> To do: Any picture among the records should be left out, please; retype the rest exactly.

__________

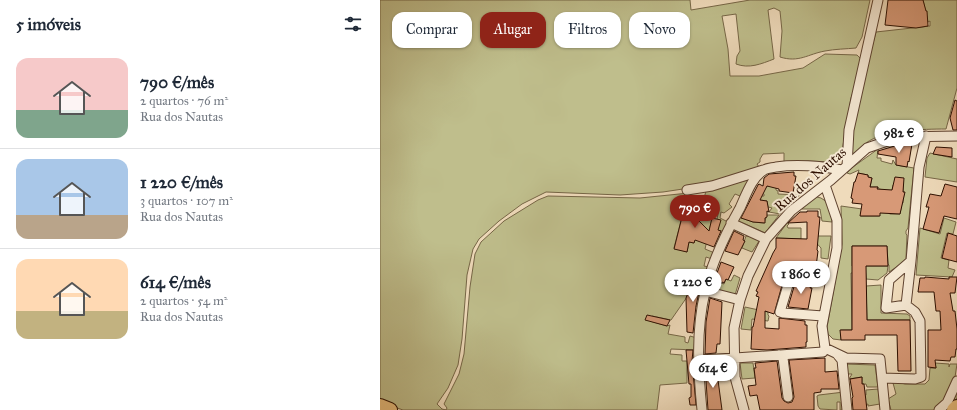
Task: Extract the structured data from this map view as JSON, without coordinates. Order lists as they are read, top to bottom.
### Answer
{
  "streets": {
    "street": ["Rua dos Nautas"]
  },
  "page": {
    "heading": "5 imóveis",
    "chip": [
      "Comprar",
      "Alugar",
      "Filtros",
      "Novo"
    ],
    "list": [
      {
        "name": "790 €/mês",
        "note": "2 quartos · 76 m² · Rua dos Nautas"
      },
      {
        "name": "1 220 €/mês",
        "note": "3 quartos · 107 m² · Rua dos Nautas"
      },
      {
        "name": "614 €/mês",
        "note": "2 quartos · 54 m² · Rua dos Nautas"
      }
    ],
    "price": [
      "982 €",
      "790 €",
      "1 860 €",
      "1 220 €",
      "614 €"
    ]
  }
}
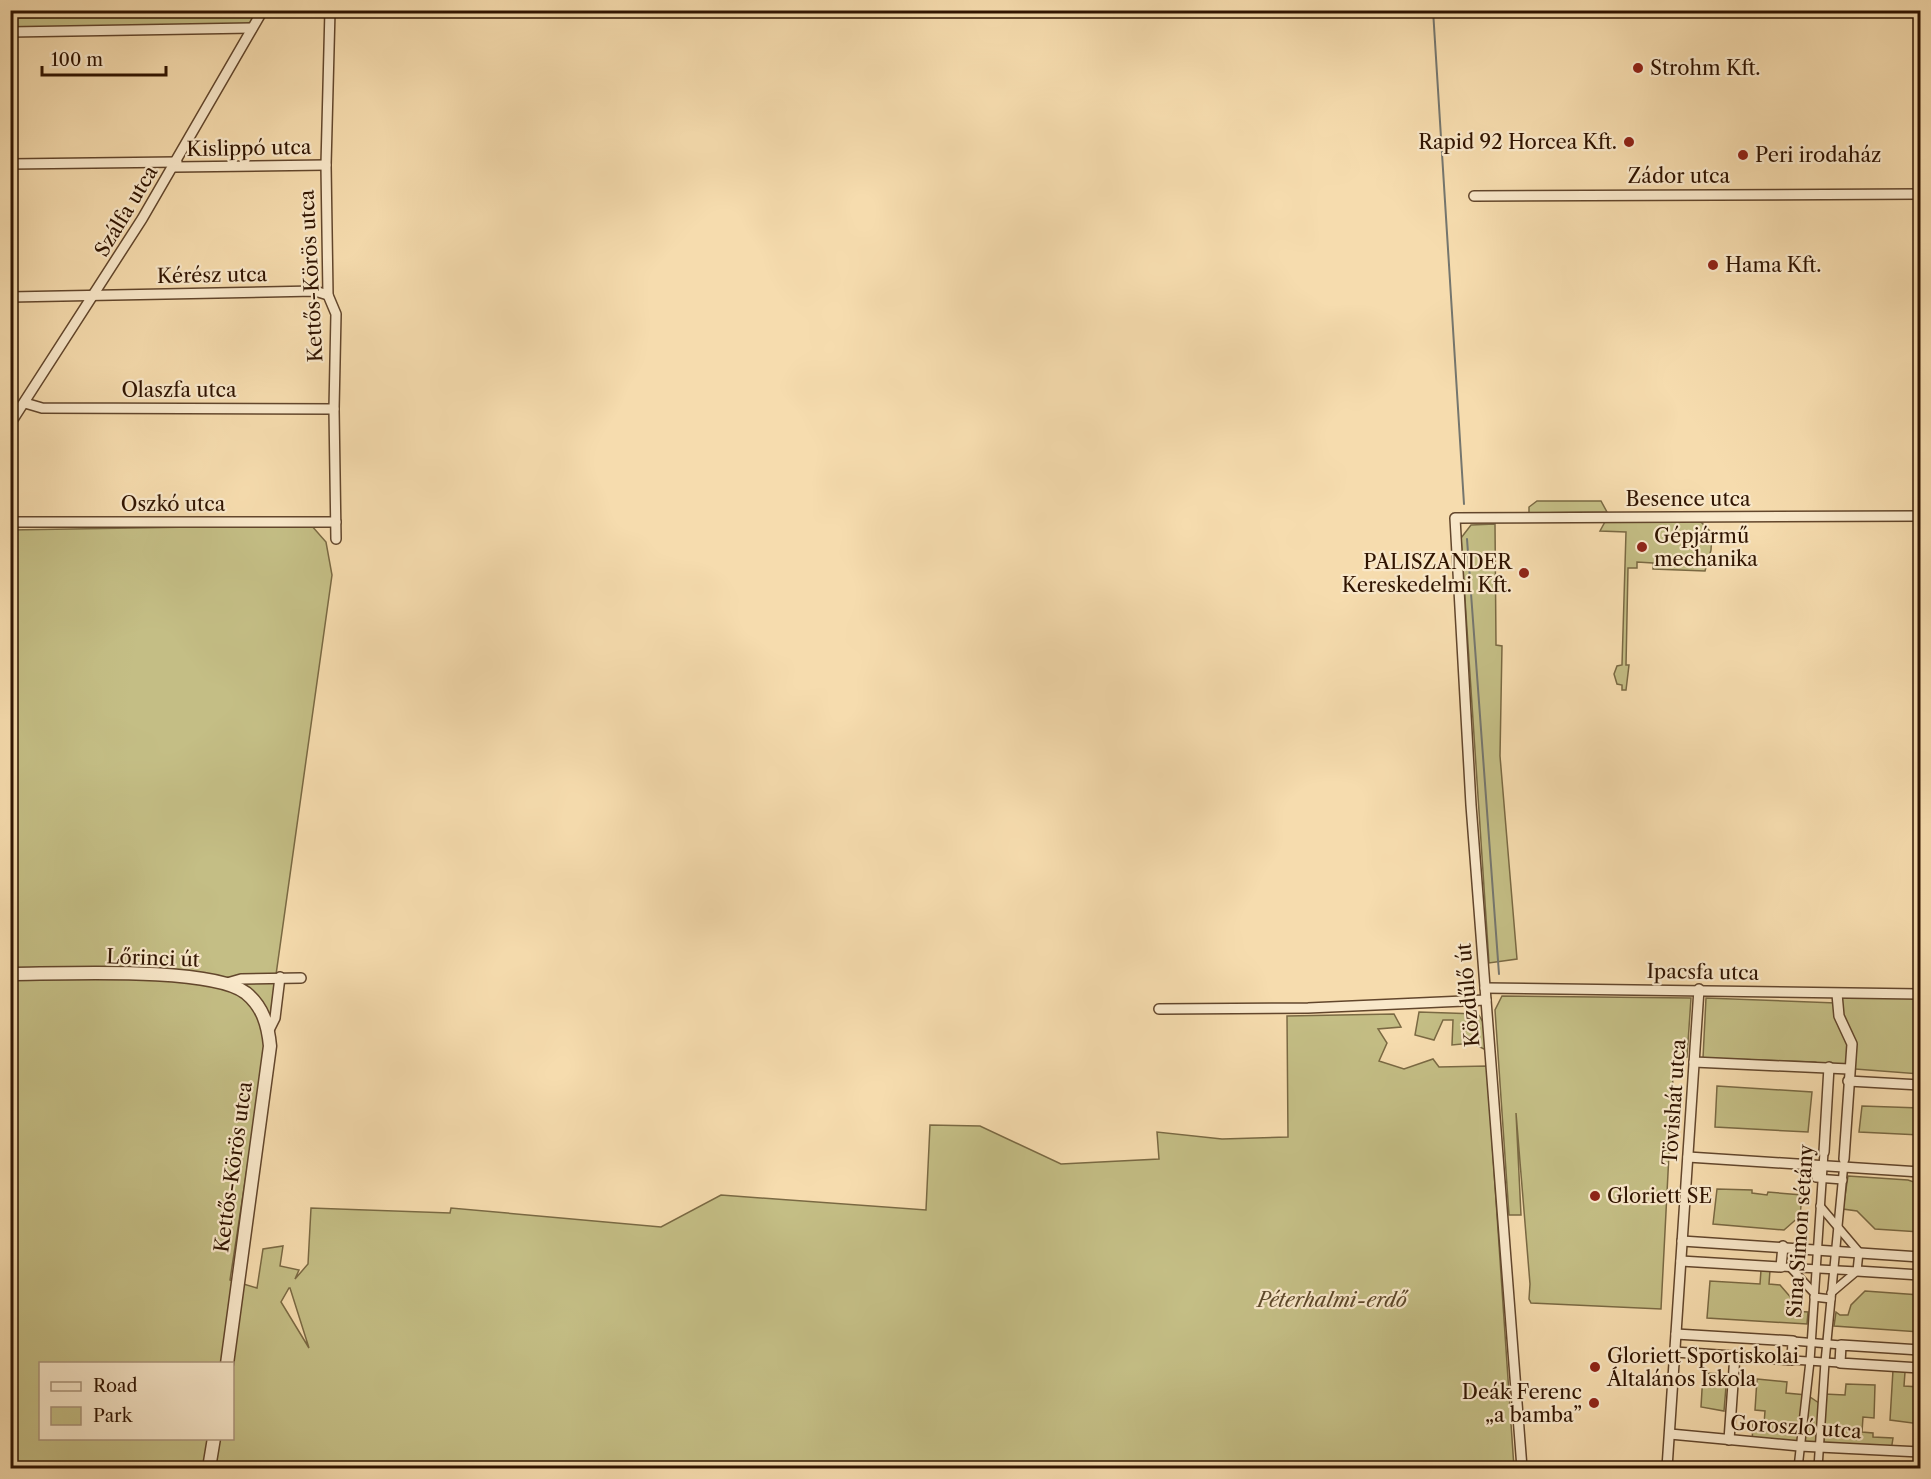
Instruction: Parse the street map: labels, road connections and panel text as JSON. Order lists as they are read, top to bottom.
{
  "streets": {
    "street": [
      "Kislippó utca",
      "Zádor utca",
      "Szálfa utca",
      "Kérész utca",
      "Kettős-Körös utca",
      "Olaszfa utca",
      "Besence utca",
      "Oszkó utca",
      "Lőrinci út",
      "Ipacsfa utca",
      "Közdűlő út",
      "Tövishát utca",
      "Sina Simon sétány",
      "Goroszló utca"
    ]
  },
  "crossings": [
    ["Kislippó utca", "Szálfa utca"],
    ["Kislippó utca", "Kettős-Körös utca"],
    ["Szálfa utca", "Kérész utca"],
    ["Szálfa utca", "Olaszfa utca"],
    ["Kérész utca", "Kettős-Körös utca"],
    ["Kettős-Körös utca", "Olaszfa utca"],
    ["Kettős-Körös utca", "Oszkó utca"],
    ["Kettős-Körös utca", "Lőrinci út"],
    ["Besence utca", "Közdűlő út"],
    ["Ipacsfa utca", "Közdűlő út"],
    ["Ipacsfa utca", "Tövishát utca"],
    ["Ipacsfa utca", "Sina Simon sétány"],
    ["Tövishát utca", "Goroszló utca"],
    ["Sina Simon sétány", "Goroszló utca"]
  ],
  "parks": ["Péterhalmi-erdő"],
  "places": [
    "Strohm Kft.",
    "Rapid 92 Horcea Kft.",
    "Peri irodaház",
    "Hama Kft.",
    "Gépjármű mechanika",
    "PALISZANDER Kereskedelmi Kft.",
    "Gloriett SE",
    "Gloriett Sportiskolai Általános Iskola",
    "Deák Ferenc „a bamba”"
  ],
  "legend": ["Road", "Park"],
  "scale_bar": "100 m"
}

__________

> Solved exercise:
Task: Extract the structured data from this map view as JSON, without coordinates. Order lists as they are read, top to bottom.
### Answer
{
  "streets": {
    "street": ["Rua dos Nautas"]
  },
  "page": {
    "heading": "5 imóveis",
    "chip": [
      "Comprar",
      "Alugar",
      "Filtros",
      "Novo"
    ],
    "list": [
      {
        "name": "790 €/mês",
        "note": "2 quartos · 76 m² · Rua dos Nautas"
      },
      {
        "name": "1 220 €/mês",
        "note": "3 quartos · 107 m² · Rua dos Nautas"
      },
      {
        "name": "614 €/mês",
        "note": "2 quartos · 54 m² · Rua dos Nautas"
      }
    ],
    "price": [
      "982 €",
      "790 €",
      "1 860 €",
      "1 220 €",
      "614 €"
    ]
  }
}
Instruction: Parse the street map: labels, road connections and panel text as JSON. Order lists as they are read, top to bottom.
{
  "streets": {
    "street": [
      "Kislippó utca",
      "Zádor utca",
      "Szálfa utca",
      "Kérész utca",
      "Kettős-Körös utca",
      "Olaszfa utca",
      "Besence utca",
      "Oszkó utca",
      "Lőrinci út",
      "Ipacsfa utca",
      "Közdűlő út",
      "Tövishát utca",
      "Sina Simon sétány",
      "Goroszló utca"
    ]
  },
  "crossings": [
    ["Kislippó utca", "Szálfa utca"],
    ["Kislippó utca", "Kettős-Körös utca"],
    ["Szálfa utca", "Kérész utca"],
    ["Szálfa utca", "Olaszfa utca"],
    ["Kérész utca", "Kettős-Körös utca"],
    ["Kettős-Körös utca", "Olaszfa utca"],
    ["Kettős-Körös utca", "Oszkó utca"],
    ["Kettős-Körös utca", "Lőrinci út"],
    ["Besence utca", "Közdűlő út"],
    ["Ipacsfa utca", "Közdűlő út"],
    ["Ipacsfa utca", "Tövishát utca"],
    ["Ipacsfa utca", "Sina Simon sétány"],
    ["Tövishát utca", "Goroszló utca"],
    ["Sina Simon sétány", "Goroszló utca"]
  ],
  "parks": ["Péterhalmi-erdő"],
  "places": [
    "Strohm Kft.",
    "Rapid 92 Horcea Kft.",
    "Peri irodaház",
    "Hama Kft.",
    "Gépjármű mechanika",
    "PALISZANDER Kereskedelmi Kft.",
    "Gloriett SE",
    "Gloriett Sportiskolai Általános Iskola",
    "Deák Ferenc „a bamba”"
  ],
  "legend": ["Road", "Park"],
  "scale_bar": "100 m"
}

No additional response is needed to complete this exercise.